SUV DA RECORD: DI VENDITE E INQUINAMENTO
Se nel mondo circolano oggi all’incirca 1,1 miliardi di veicoli (sono dati dell’iea contenuti nel «World Energy Outlook» diffuso ieri) all’interno di questo numero compare un trend preoccupante. Riguarda i Suv, gli «Sport Utility Vehicle», quelle auto grandi e grosse, dall’assetto rialzato e spesso con trazione integrale.
Erano 35 milioni nel 2010 e sono diventati 200 milioni oggi. Rappresentano il 40% delle vendite annuali di veicoli sul pianeta, perché piacciono ovunque e soddisfano senza distinzioni il bisogno dei consumatori di vedere riconosciuto il loro status e benessere.

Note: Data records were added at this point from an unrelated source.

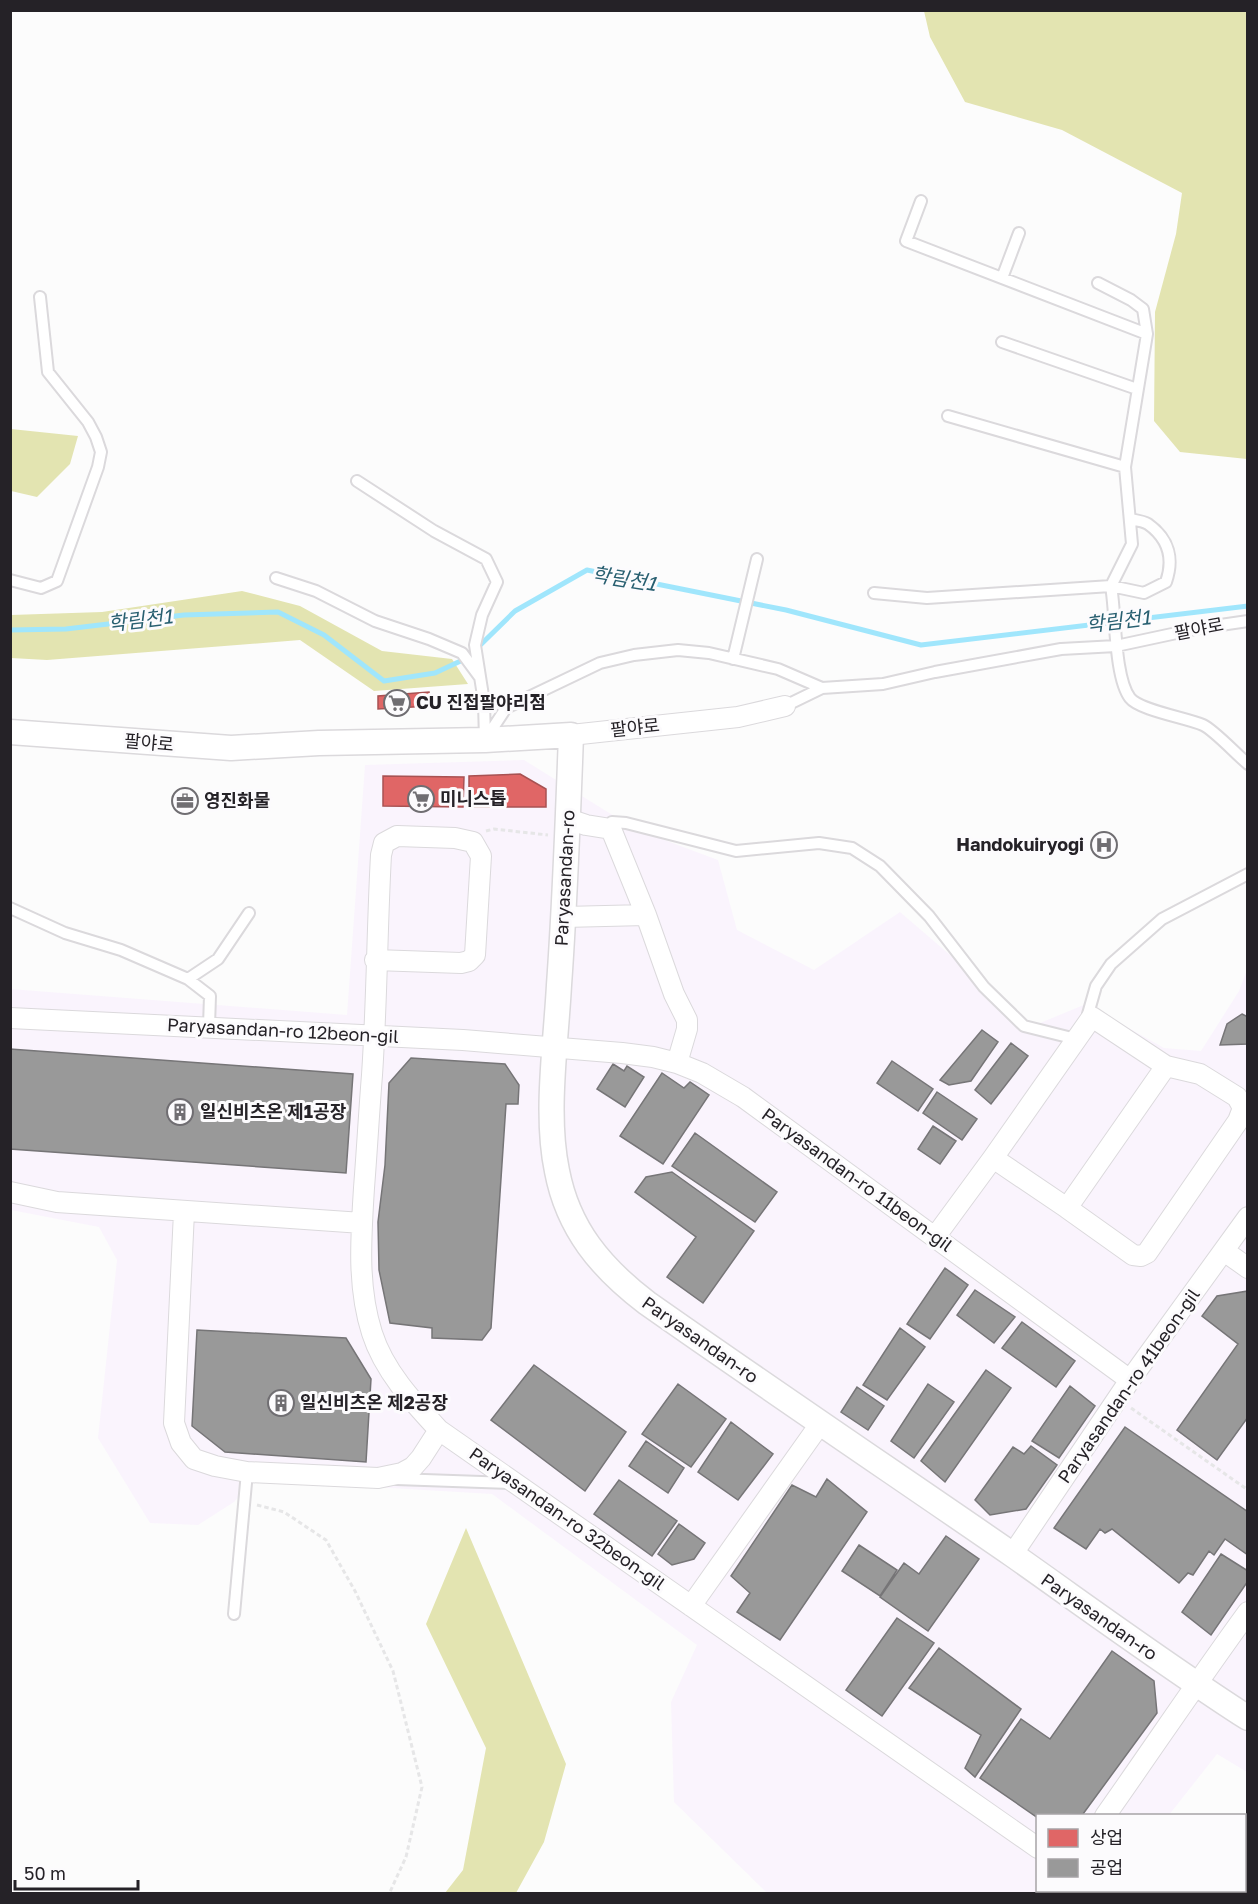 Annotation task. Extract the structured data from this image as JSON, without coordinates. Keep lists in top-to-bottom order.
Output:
{
  "streets": {
    "street": [
      "팔야로",
      "Paryasandan-ro",
      "Paryasandan-ro 12beon-gil",
      "Paryasandan-ro 11beon-gil",
      "Paryasandan-ro 41beon-gil",
      "Paryasandan-ro 32beon-gil"
    ]
  },
  "crossings": [
    ["팔야로", "Paryasandan-ro"],
    ["Paryasandan-ro", "Paryasandan-ro 12beon-gil"],
    ["Paryasandan-ro", "Paryasandan-ro 11beon-gil"],
    ["Paryasandan-ro", "Paryasandan-ro 41beon-gil"],
    ["Paryasandan-ro 12beon-gil", "Paryasandan-ro 11beon-gil"],
    ["Paryasandan-ro 12beon-gil", "Paryasandan-ro 32beon-gil"],
    ["Paryasandan-ro 11beon-gil", "Paryasandan-ro 41beon-gil"]
  ],
  "water": ["학림천1"],
  "places": {
    "supermarket": ["CU 진접팔야리점", "미니스톱"],
    "office": ["영진화물"],
    "hospital": ["Handokuiryogi"],
    "building": ["일신비츠온 제1공장", "일신비츠온 제2공장"]
  },
  "legend": ["상업", "공업"],
  "scale_bar": "50 m"
} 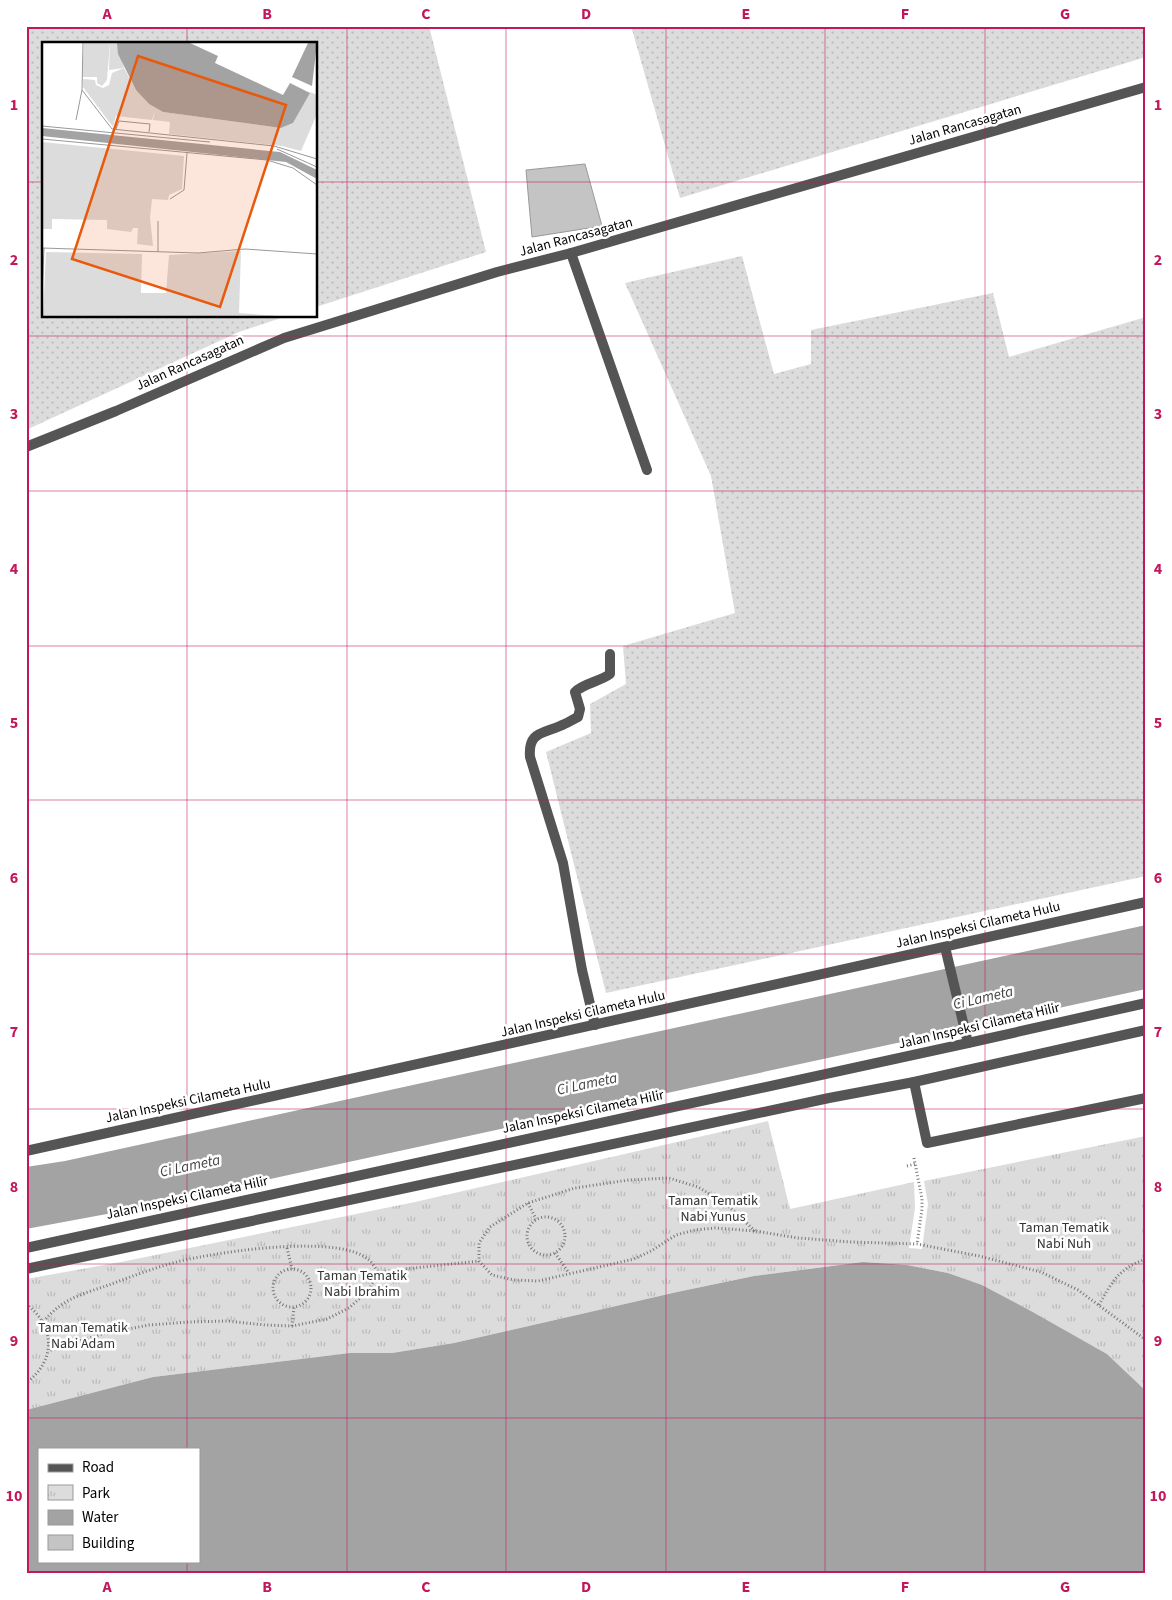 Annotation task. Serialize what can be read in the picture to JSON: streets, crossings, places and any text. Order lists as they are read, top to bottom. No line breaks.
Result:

Sono quasi metà delle vendite negli Usa e un terzo di quelle in Europa. In Cina e India si stanno aprendo velocemente la strada, e così in Africa. Ma come nel caso di un altro simbolo della condizione moderna in grande crescita, ovvero quello dei condizionatori d’aria (si prevede che se ne venderanno 10 ogni secondo per i prossimi trent’anni arrivando a 5,6 miliardi globalmente), la contropartita ambientale è terrificante. Negli ultimi dieci anni i Suv sono stati il secondo maggior responsabile dell’incremento dei gas serra e della CO2. Dietro al settore energia ma davanti all’industria pesante, acciaierie, cemento e alluminio inclusi. In media un Suv consuma un quarto di energia in più delle auto medio-piccole e se l’attuale ritmo di vendite dovesse proseguire nel 2040, servirebbero due milioni di barili di petrolio in più ogni giorno per soddisfare la loro sete. Cioè l’equivalente dei risparmi di combustibile (ed emissioni) ottenuti con 150 milioni di auto elettriche. Il confronto è stridente, se si pensa che malgrado la narrazione corrente sulla mobilità elettrica e l’imminente tracollo di diesel e benzina, nel 2018 circolavano sul pianeta solo 5 milioni di veicoli con motore elettrico. I numeri non mentono, e le «narrative» possono essere interessate (ma questo sarebbe un altro discorso).